The NIHSS evaluation is often done by nursing staff and can help physicians quantify the severity of a stroke in the acute setting.

 

Zika virus infection

The official guidelines instruct coders to code only confirmed cases of the Zika virus with code A92.5 as documented by the provider. Note that this is an exception to the hospital inpatient guidelines. "Confirmation" does not require documentation of the type of test performed; the physician’s diagnostic statement that the condition is confirmed is sufficient. Documentation of "suspected," "possible," or "probable" Zika is not assigned to code A92.5.

 

Hypertensive crisis

A coding guideline has been added to instruct coders to assign a code from category I16 for hypertensive urgency, hypertensive emergency, or unspecified hypertensive crisis. This may call for some physician documentation education to make physicians aware that these more specific codes are available and can be used instead of documentation of hypertension without any further description.

 

Coma scale

In addition to using the coma scale codes (R40.2-) for traumatic brain injury codes, acute cerebrovascular disease codes, or sequelae of cerebrovascular disease codes, the coma scale may be used to assess the status of the central nervous system for other non-trauma conditions.
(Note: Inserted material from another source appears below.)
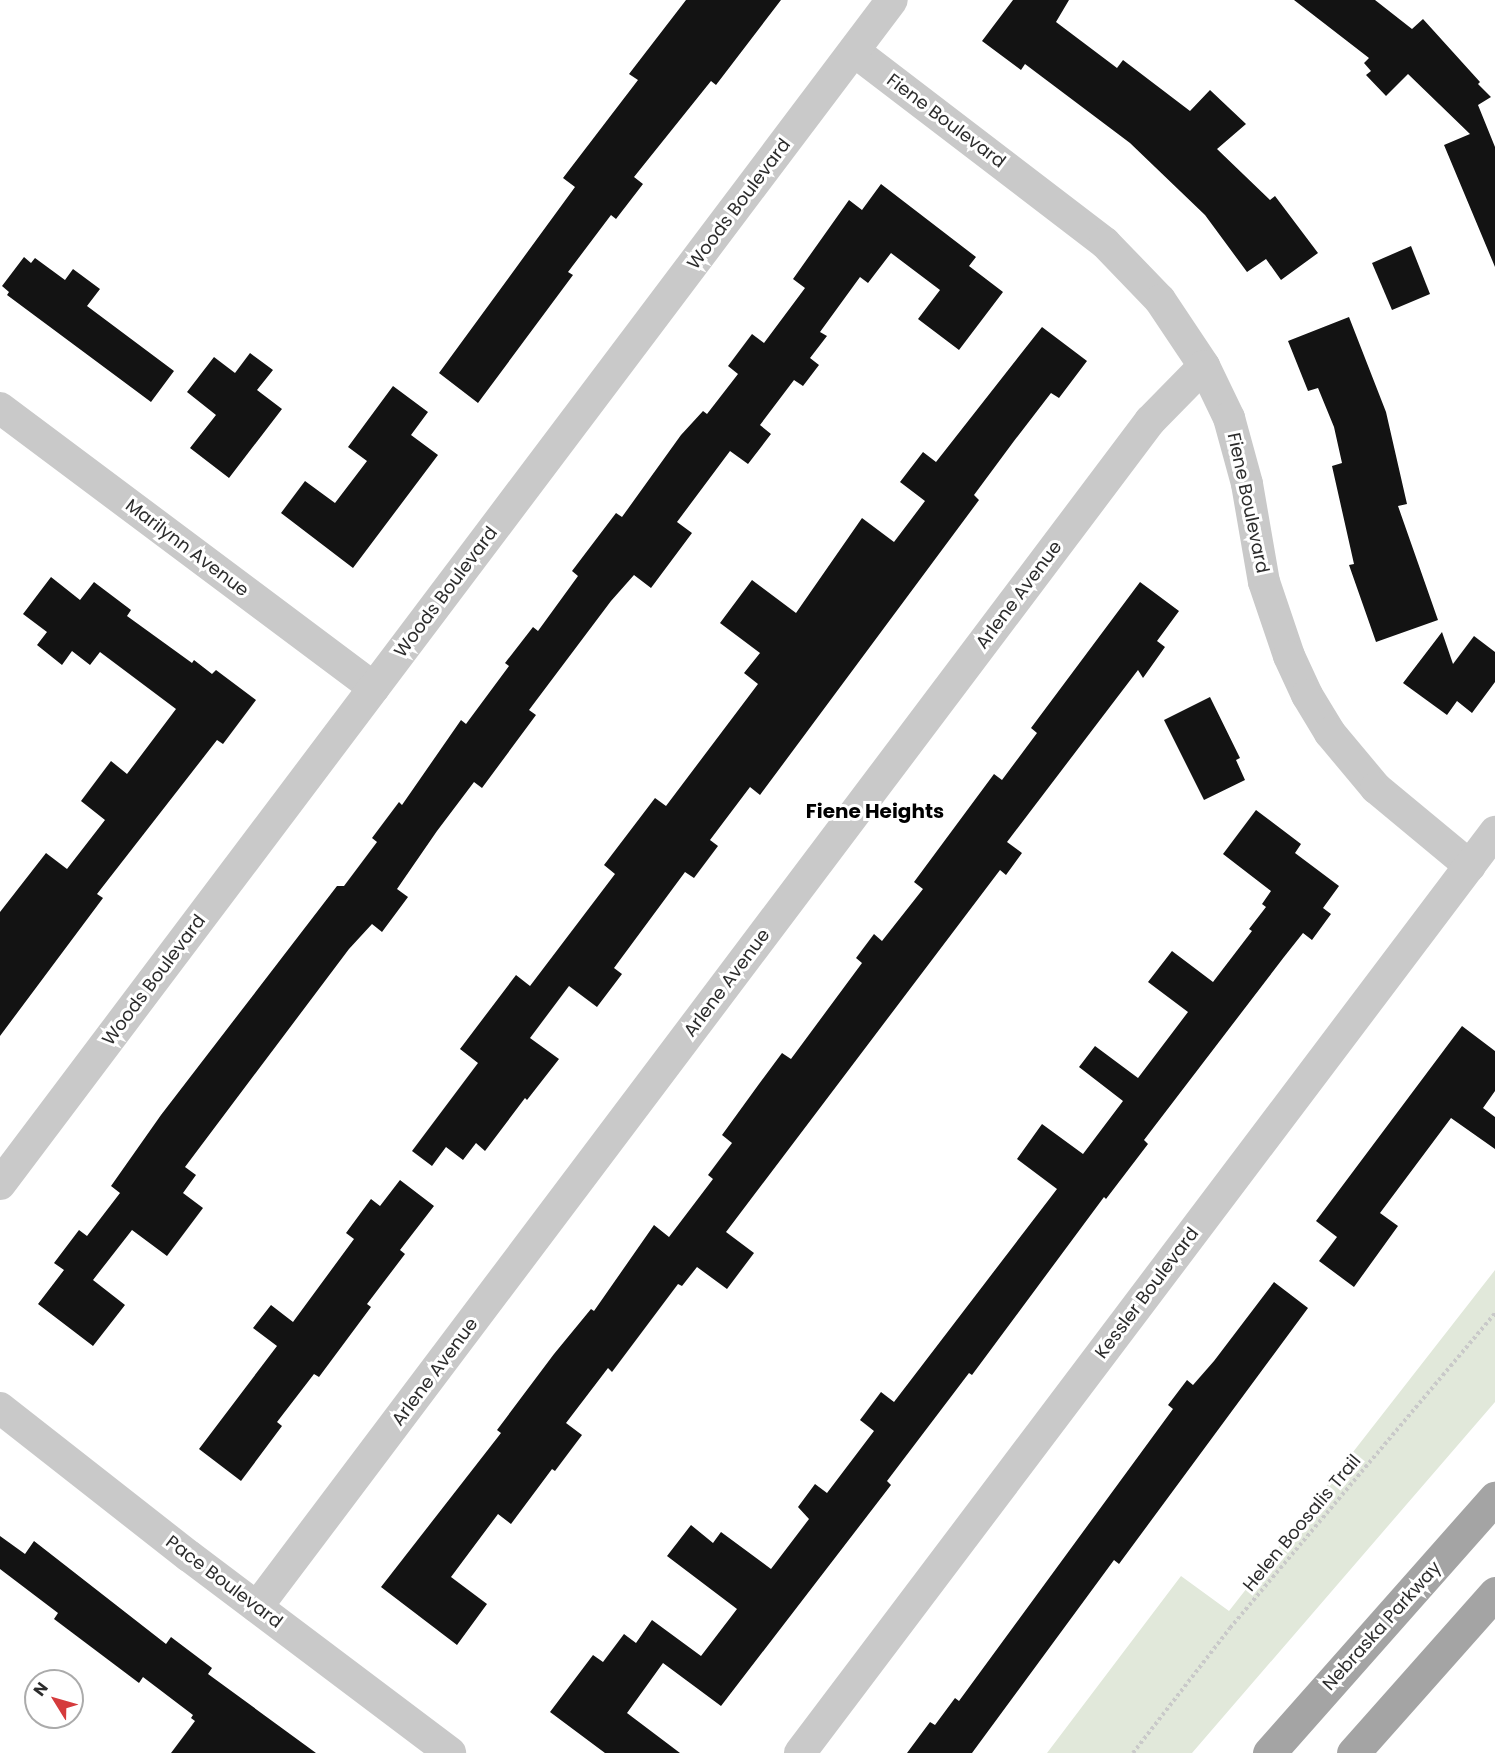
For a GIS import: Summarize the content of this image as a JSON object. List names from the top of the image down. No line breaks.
{"streets":{"main road":["Nebraska Parkway"],"street":["Fiene Boulevard","Woods Boulevard","Marilynn Avenue","Arlene Avenue","Kessler Boulevard","Pace Boulevard"],"path":["Helen Boosalis Trail"]},"crossings":[["Fiene Boulevard","Woods Boulevard"],["Fiene Boulevard","Arlene Avenue"],["Fiene Boulevard","Kessler Boulevard"],["Woods Boulevard","Marilynn Avenue"],["Arlene Avenue","Pace Boulevard"]],"districts":["Fiene Heights"],"north":"top left"}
Examples include monitoring patients in the ICU regardless of their medical condition.

 

Observation

One observation Z code category has been added for use when a newborn patient is being observed for a suspected condition that is ruled out. The new code category is Z05: encounter for observation and evaluation of newborn for suspected diseases and conditions ruled out.

 

Newly added ICD-10 codes

CMS will implement an unprecedented number of new code changes October 1. A partial code freeze prevented regular updates for the last five years, resulting in the release of over 5,000 ICD-10 revisions on that date. The newest coding updates can be found at https://www.cms.gov/Medicare/Coding/ICD10/Latest_News.html.
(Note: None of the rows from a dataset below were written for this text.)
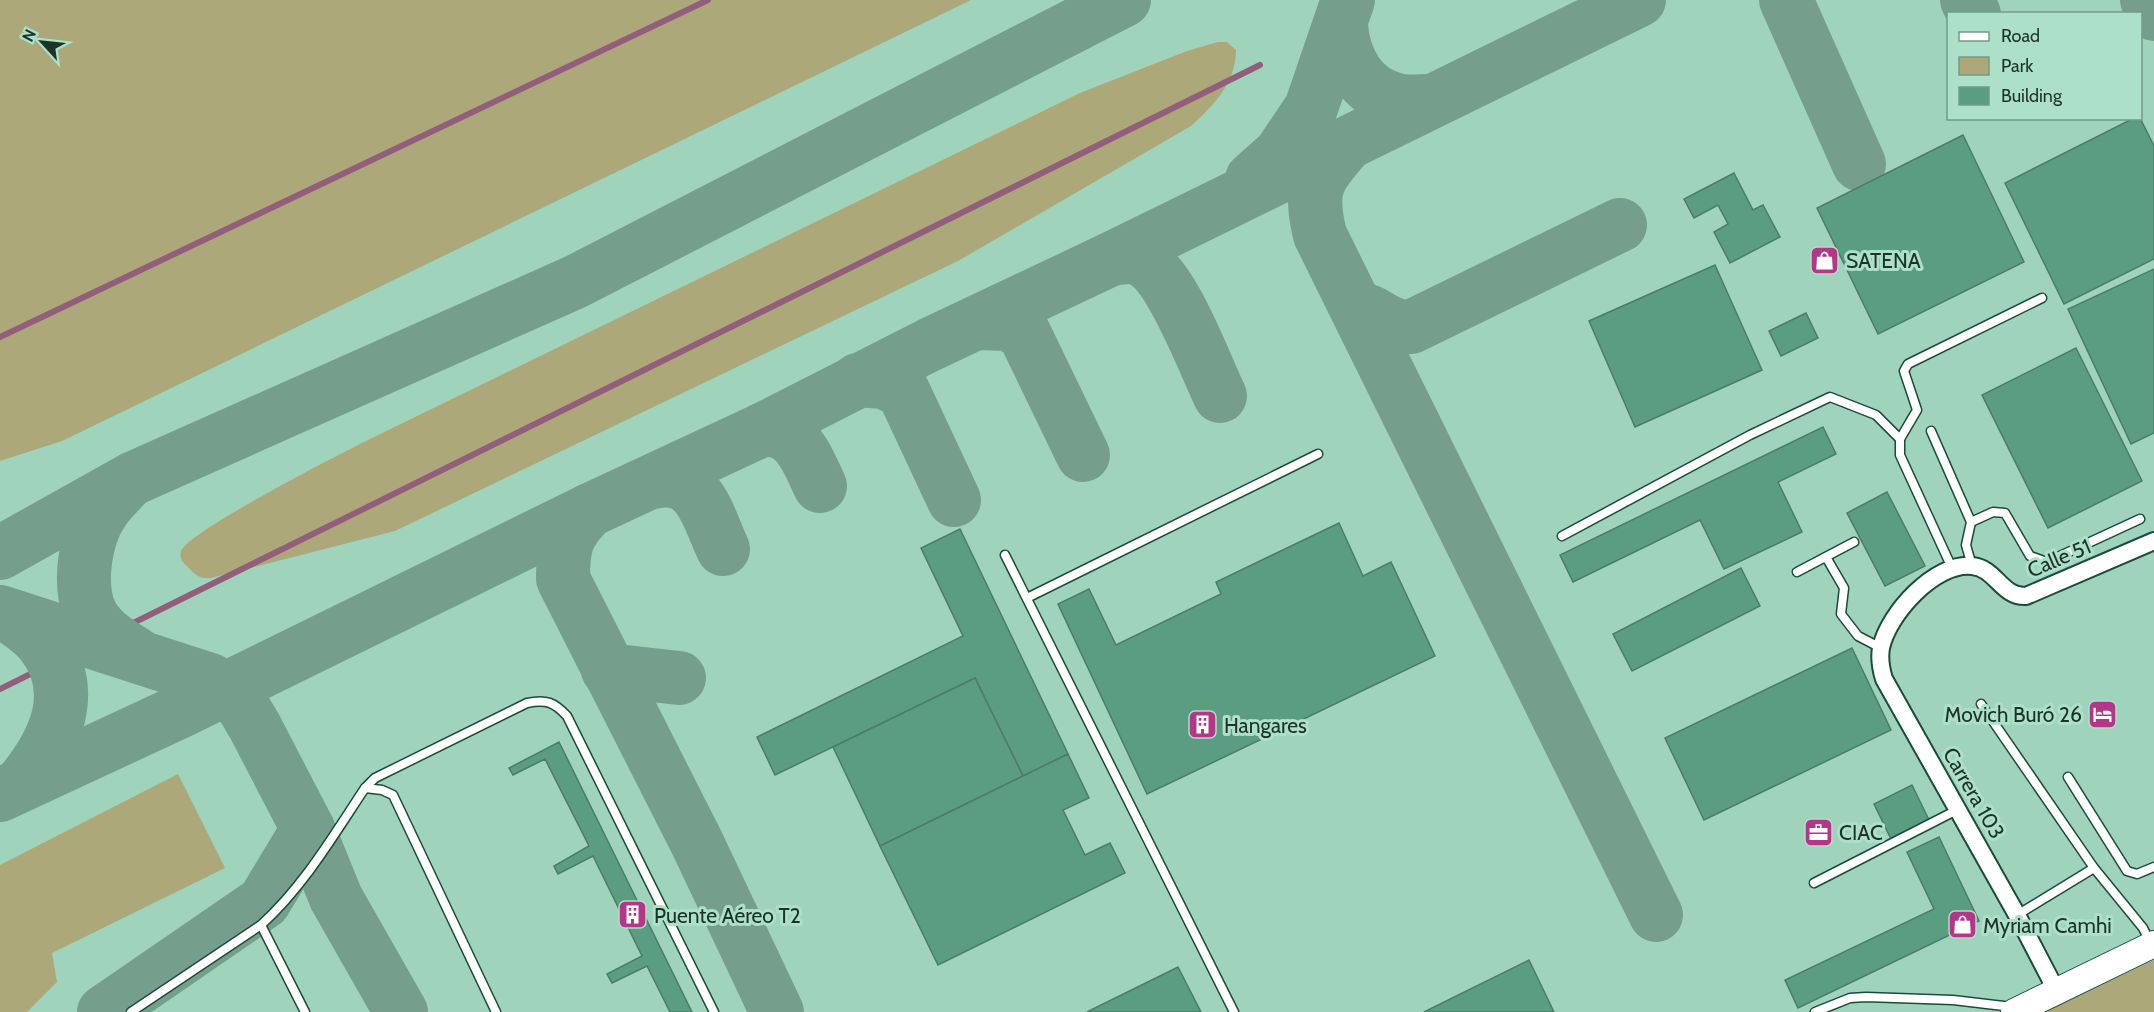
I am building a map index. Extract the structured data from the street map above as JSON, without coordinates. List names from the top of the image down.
{
  "streets": {
    "street": ["Calle 51", "Carrera 103"]
  },
  "places": {
    "shop": ["SATENA", "Myriam Camhi"],
    "hotel": ["Movich Buró 26"],
    "building": ["Hangares", "Puente Aéreo T2"],
    "office": ["CIAC"]
  },
  "legend": ["Road", "Park", "Building"],
  "north": "top left"
}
The new ICD-10 codes come as we thaw out from the code freeze that has been in effect since October 1, 2011. Since that time, we have received only limited code updates to both the ICD-9 and ICD-10-CM/PCS code sets. Now, the long delay is over. ICD-10-CM changes include 1,928 diagnosis code changes with expanded code choices for atrial fibrillation, heart failure, diabetes mellitus Type 2, disorders of the breast, and pulmonary hypertension.

Extensive PCS updates are also being implemented. There are 3,651 new PCS codes, revised code titles, and a grand total of 75,625 valid codes with this update. It is important to note that 87% of the PCS code updates are in the cardiovascular system.

Following adoption of the new codes, review of coding accuracy will be needed. Any misconceptions or incorrect rationale should be recognized and communicated early to prevent ongoing or costly patterns from developing. Remember to ensure software updates are also in place and scheduled on time.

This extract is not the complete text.